The shoot through takes time to get used to, but the reduced torque on the bow is great. It does take time to get used to loading an arrow and for hunting it may be a problem. I hope to find out this year about that.

I do back load an arrow and ti takes time, but I am gettign better after five years of doing it.

I have not shot a standard cable system in so long, that I do not know if I would know how.

Arrow


----------



## Lanny (May 4, 2005)

All those cables still a good idea on a tough backpack hunt that could include bad weather and worse terrain?


----------



## Harperman (Sep 3, 2006)

Lanny said:


> All those cables still a good idea on a tough backpack hunt that could include bad weather and worse terrain?


.....Lanny....that type of hunt just screams "Flatbow" to me....something like a 62" 21st Century, with a Selway bow quiver...L.O.L...Sorry, I couldnt resist!...Jim


----------



## Arrow (Aug 30, 2002)

Well, if you cut one cable, you can still shoot a shoot through. This is not true of a standard system. Also, you can change a cable on a shoot through with out a press or change the timing of the bow.

Also, you can use a bow sling that covers the cables while hiking in and out.

Arrow


----------



## Lanny (May 4, 2005)

Hahaha Harperman, I've been eyeing a short 47" Sheepeater static recurve by Black Mountain, as well as a 56" hybrid longbow by Dave Beeler.
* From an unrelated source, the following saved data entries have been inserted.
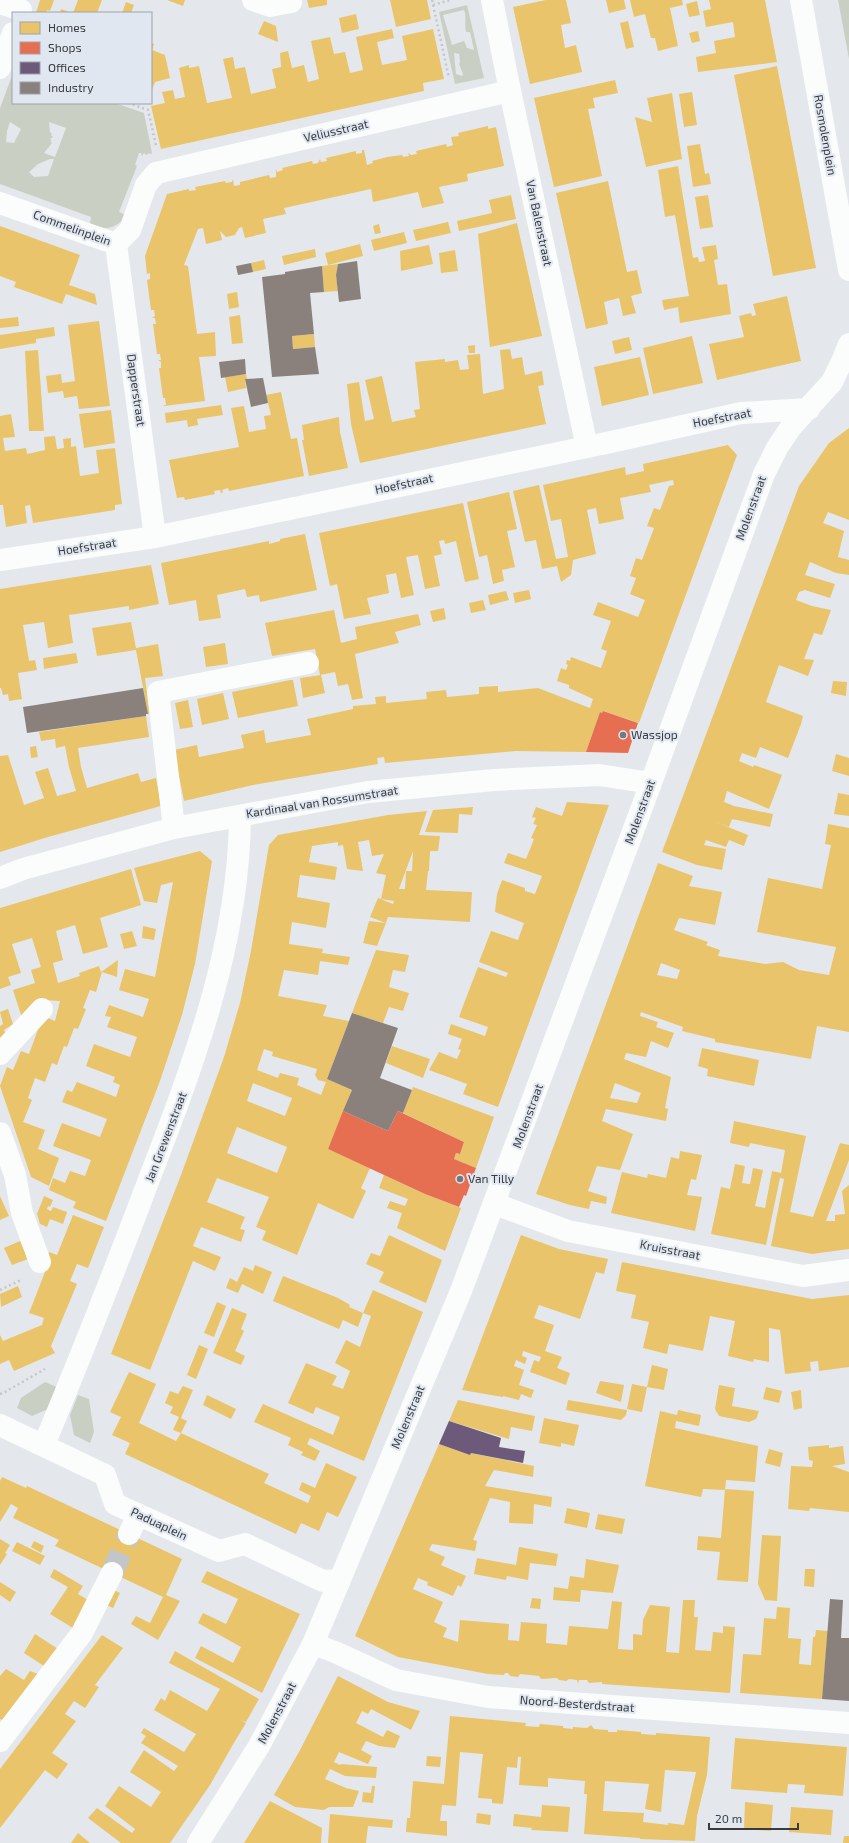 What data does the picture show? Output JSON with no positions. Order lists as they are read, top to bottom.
{
  "streets": {
    "street": [
      "Veliusstraat",
      "Rosmolenplein",
      "Van Balenstraat",
      "Commelinplein",
      "Dapperstraat",
      "Hoefstraat",
      "Molenstraat",
      "Kardinaal van Rossumstraat",
      "Jan Grewenstraat",
      "Kruisstraat",
      "Paduaplein",
      "Noord-Besterdstraat"
    ]
  },
  "crossings": [
    ["Veliusstraat", "Van Balenstraat"],
    ["Veliusstraat", "Commelinplein"],
    ["Van Balenstraat", "Hoefstraat"],
    ["Commelinplein", "Dapperstraat"],
    ["Dapperstraat", "Hoefstraat"],
    ["Hoefstraat", "Molenstraat"],
    ["Molenstraat", "Kardinaal van Rossumstraat"],
    ["Molenstraat", "Kruisstraat"],
    ["Molenstraat", "Paduaplein"],
    ["Molenstraat", "Noord-Besterdstraat"],
    ["Kardinaal van Rossumstraat", "Jan Grewenstraat"],
    ["Jan Grewenstraat", "Paduaplein"]
  ],
  "places": ["Wassjop", "Van Tilly"],
  "legend": [
    "Homes",
    "Shops",
    "Offices",
    "Industry"
  ],
  "scale_bar": "20 m"
}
Maybe just carry extra bowstrings and not have to worry about no stinkin' cables, eh? :darkbeer:


----------



## Harperman (Sep 3, 2006)

Lanny, I'm not into hunting much, but if I were to plan a pack-in hunting trip, I'm thinking that I'd just about have to do it with a Trad type of bow...I might even sharpen up My hatchet, draw knife, and tools, and build a flatbow to use on a hunt such as this..Something like a 64" Meare Heath bow of osage, or a 62" bend in the handle D bow....Looking at a Sheepeater, huh?..I like the over-all design of them, but way too short for me...Even though I have a short draw, I've always favoured longer Trad bows...Nothing like the smooth draw, and stability of a long recurve, or a Hybrid, and the difference in speed usually isnt much, if any, between short Trad bows, and long Trad bows...If I was taking a compound on this trip, and figured for close shots, then I'd take a short , light bow, that was very shootable and quiet, and solid built...The list of those bows is too long to mention...Take Care...Jim


----------



## Lanny (May 4, 2005)

Pack in with hatchet, draw knife and flatbow? There's hope for you yet, bro.  Regarding the short bows, I'm 5'6" and it's tough to shoot my 66" Steve Abbott longbow from my knees, as when pegged by a sharp-eyed buck and trying hard to look like a manzanita bush. From the forum talk, the Sheepeater and Shrew are writing new pages on the shootability of the current generation of compact bows.


----------



## Limey (May 6, 2005)

*I don't like the shoot through*

I have 3 Martin Slayers.

No1. Has the standard cable guard system and shoots really well.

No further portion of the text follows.